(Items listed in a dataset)
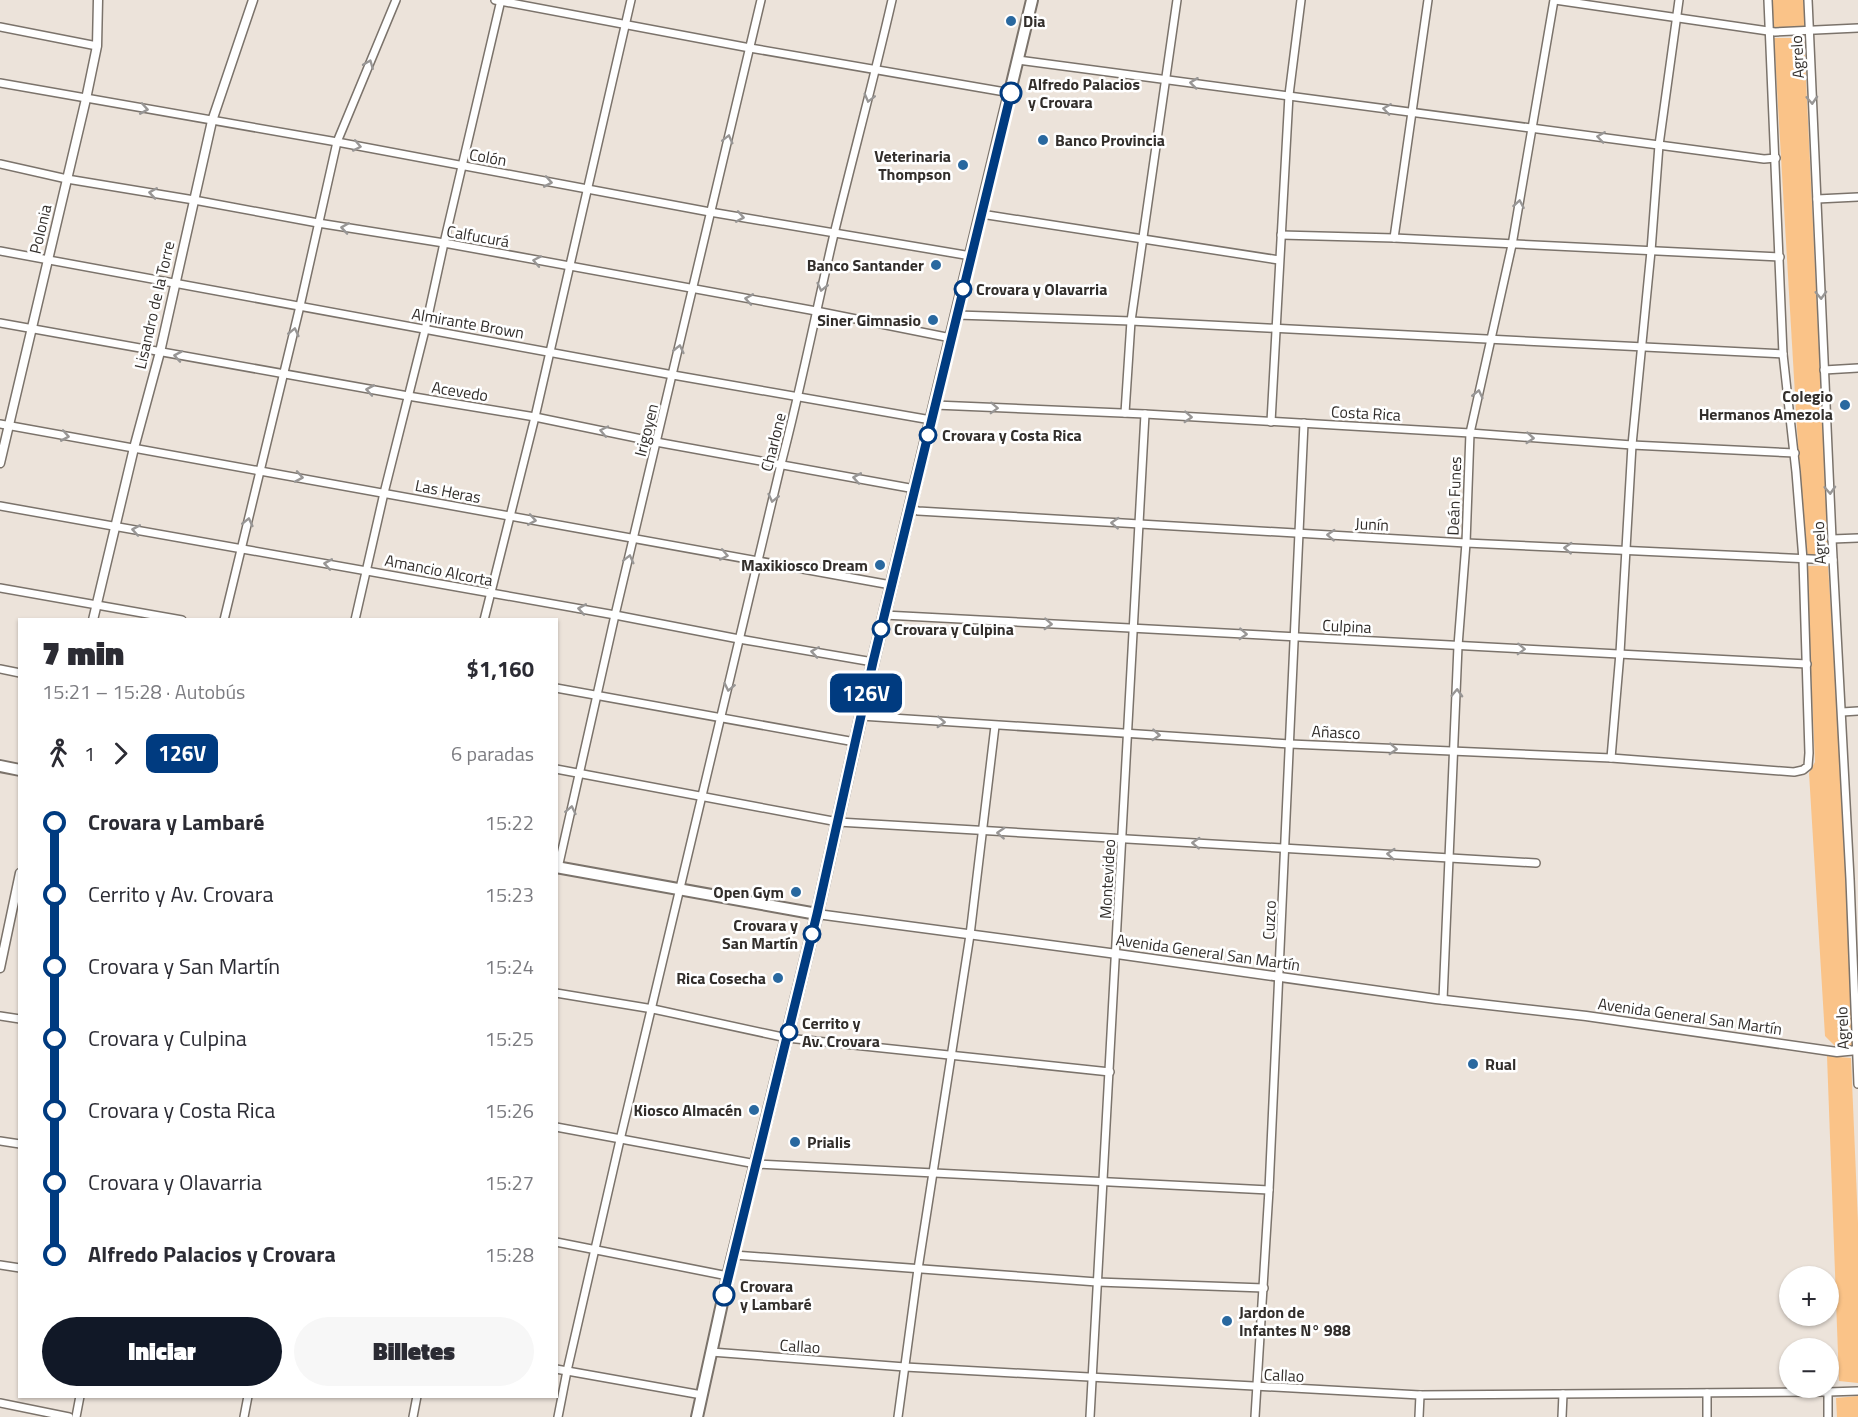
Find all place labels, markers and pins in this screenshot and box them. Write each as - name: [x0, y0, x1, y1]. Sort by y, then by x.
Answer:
- place label: Dia: [1023, 9, 1046, 33]
- marker: Dia: [1004, 14, 1018, 28]
- place label: Alfredo Palacios y Crovara: [1028, 72, 1140, 114]
- marker: Alfredo Palacios y Crovara: [1000, 82, 1022, 104]
- place label: Banco Provincia: [1055, 128, 1165, 152]
- marker: Banco Provincia: [1036, 133, 1050, 147]
- place label: Veterinaria Thompson: [874, 144, 951, 186]
- marker: Veterinaria Thompson: [956, 158, 970, 172]
- place label: Banco Santander: [807, 253, 924, 277]
- marker: Banco Santander: [929, 258, 943, 272]
- place label: Crovara y Olavarria: [976, 277, 1107, 301]
- marker: Crovara y Olavarria: [954, 280, 972, 298]
- place label: Siner Gimnasio: [817, 308, 921, 332]
- marker: Siner Gimnasio: [926, 313, 940, 327]
- place label: Colegio Hermanos Amezola: [1699, 384, 1833, 426]
- marker: Colegio Hermanos Amezola: [1838, 398, 1852, 412]
- place label: Crovara y Costa Rica: [942, 423, 1082, 447]
- marker: Crovara y Costa Rica: [919, 426, 937, 444]
- place label: Maxikiosco Dream: [741, 553, 868, 577]
- marker: Maxikiosco Dream: [873, 558, 887, 572]
- place label: Crovara y Culpina: [894, 617, 1014, 641]
- marker: Crovara y Culpina: [872, 620, 890, 638]
- place label: Open Gym: [713, 880, 784, 904]
- marker: Open Gym: [789, 885, 803, 899]
- place label: Crovara y San Martín: [722, 913, 798, 955]
- marker: Crovara y San Martín: [803, 925, 821, 943]
- place label: Rica Cosecha: [676, 966, 766, 990]
- marker: Rica Cosecha: [771, 971, 785, 985]
- place label: Cerrito y Av. Crovara: [802, 1011, 880, 1053]
- marker: Cerrito y Av. Crovara: [780, 1023, 798, 1041]
- place label: Rual: [1485, 1052, 1516, 1076]
- marker: Rual: [1466, 1057, 1480, 1071]
- place label: Kiosco Almacén: [634, 1098, 742, 1122]
- marker: Kiosco Almacén: [747, 1103, 761, 1117]
- place label: Prialis: [807, 1130, 851, 1154]
- marker: Prialis: [788, 1135, 802, 1149]
- place label: Crovara y Lambaré: [740, 1274, 812, 1316]
- marker: Crovara y Lambaré: [713, 1284, 735, 1306]
- place label: Jardon de Infantes N° 988: [1239, 1300, 1351, 1342]
- marker: Jardon de Infantes N° 988: [1220, 1314, 1234, 1328]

:: Task details ::
Return only the number of lines above that include the word "Banco".

:: Response to the task ::
4